2

In our project we often use a construct like this (simplified for clarity, we actually use a more safe to use version):

struct Info
{
    Info(int x, int y) : m_x(x), m_y(y)
    {}

    int m_x;
    int m_y;
};

struct Data
{
    static const Info M_INFO_COLLECTION[3];
};

const Info Data::M_INFO_COLLECTION[] =  // global-constructors warning
{
    Info(1, 2),
    Info(10, 9),
    Info(0, 1)
};

M_INFO_COLLECTION can contain a large number of data points. The initialization part resides in the cpp file, which is often code-generated.

Now this structure gives us a fair amount of global-constructors-warnings in clang across our code base. I've read in a blog post that using warnings in the -Weverything group is a bad idea for nightly builds and I agree, and even the clang docdoes not recommend to use it.

Since the decision to switch off the warning is out of my hands, I could use a helpful trick to get rid of the warning (and a potential static initialization order fiasco), by converting the static member into a function initializing and returning a local static variable.

However, since our project does not use dynamically allocated memory as a rule, the original idea has to be used without a pointer, which can lead to deinitialization problems when my Data class is used by other objects in a weird way.

So, long story short: The global-constructors warning points to a piece of code that I can review as safe, since I know what the Data class does. I could get rid of it using a workaround that can lead to problems if other classes use Data in a particular way, but this won't generate a warning. My conclusion is that I would be better off just leaving the code as it is and ignore the warning.

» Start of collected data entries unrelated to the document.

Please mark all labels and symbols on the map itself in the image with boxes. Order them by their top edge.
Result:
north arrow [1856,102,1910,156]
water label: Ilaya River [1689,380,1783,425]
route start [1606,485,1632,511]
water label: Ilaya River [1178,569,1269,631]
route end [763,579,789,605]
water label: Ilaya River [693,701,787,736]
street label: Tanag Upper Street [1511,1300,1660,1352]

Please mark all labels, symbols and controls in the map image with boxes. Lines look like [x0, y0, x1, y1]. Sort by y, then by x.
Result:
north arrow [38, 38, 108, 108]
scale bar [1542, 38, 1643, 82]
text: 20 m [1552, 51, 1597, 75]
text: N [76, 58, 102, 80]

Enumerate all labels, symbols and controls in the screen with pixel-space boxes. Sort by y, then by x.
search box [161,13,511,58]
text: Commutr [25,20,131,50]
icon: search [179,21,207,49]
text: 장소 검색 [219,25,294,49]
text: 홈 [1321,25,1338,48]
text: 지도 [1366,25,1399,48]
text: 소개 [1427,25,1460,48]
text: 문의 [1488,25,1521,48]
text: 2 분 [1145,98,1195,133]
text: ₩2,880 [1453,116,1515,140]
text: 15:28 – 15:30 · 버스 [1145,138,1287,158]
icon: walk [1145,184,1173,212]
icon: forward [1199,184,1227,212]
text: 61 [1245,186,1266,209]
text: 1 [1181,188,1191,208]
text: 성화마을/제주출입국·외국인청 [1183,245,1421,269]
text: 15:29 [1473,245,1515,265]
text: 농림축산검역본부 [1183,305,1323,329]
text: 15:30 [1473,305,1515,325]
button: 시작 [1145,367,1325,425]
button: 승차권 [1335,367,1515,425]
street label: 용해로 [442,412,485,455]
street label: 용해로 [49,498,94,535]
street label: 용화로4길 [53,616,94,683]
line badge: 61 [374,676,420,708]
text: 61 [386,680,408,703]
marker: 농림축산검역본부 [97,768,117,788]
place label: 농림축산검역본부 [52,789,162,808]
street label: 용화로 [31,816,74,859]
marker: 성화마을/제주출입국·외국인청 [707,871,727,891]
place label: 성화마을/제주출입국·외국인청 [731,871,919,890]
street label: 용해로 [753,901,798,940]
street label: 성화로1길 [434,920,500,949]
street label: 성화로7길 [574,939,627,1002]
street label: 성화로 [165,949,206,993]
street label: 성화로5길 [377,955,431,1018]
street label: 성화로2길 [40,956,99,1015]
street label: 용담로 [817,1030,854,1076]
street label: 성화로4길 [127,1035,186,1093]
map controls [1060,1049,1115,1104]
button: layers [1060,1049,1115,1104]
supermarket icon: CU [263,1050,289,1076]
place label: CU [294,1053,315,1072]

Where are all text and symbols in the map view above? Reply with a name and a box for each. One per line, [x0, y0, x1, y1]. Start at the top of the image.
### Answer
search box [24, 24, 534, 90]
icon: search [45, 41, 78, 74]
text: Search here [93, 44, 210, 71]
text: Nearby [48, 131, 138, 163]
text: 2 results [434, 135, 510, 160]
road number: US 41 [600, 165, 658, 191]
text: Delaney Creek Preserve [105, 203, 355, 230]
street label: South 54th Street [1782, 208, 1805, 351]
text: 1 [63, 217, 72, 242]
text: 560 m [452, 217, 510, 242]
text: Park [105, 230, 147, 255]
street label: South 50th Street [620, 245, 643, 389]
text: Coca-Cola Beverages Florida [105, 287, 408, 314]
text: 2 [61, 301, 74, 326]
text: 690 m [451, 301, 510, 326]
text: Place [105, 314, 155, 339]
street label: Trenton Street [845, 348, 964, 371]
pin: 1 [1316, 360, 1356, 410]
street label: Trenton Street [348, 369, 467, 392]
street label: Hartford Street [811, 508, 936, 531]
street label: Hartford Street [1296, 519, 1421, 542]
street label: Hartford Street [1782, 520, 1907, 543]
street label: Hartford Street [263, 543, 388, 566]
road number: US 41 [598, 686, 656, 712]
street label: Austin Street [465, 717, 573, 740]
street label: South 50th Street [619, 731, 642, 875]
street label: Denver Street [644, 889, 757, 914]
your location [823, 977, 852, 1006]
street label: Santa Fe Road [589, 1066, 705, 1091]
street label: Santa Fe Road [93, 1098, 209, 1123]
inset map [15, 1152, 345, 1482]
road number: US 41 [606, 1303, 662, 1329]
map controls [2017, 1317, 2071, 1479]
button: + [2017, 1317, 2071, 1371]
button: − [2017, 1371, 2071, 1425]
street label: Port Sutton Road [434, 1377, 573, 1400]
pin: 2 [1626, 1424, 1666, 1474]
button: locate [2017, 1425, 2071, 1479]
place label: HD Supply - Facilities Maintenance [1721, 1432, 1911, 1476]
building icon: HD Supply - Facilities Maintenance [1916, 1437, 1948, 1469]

So now I am stuck with a bunch of warnings, that may in some cases point to a SIOF and which I would like to address, but which get buried unter a mountain of warnings that I deliberately do not want to fix, because the fix would actually make things worse.

This brings me to my actual question: Is clang too strict in its interpretation of the warning? From my limited compiler understanding, shouldn't it be possible for the compiler to realize that in this particular case, the static member M_INFO_COLLECTION cannot possibly lead to a SIOF, since all its dependencies are non-static?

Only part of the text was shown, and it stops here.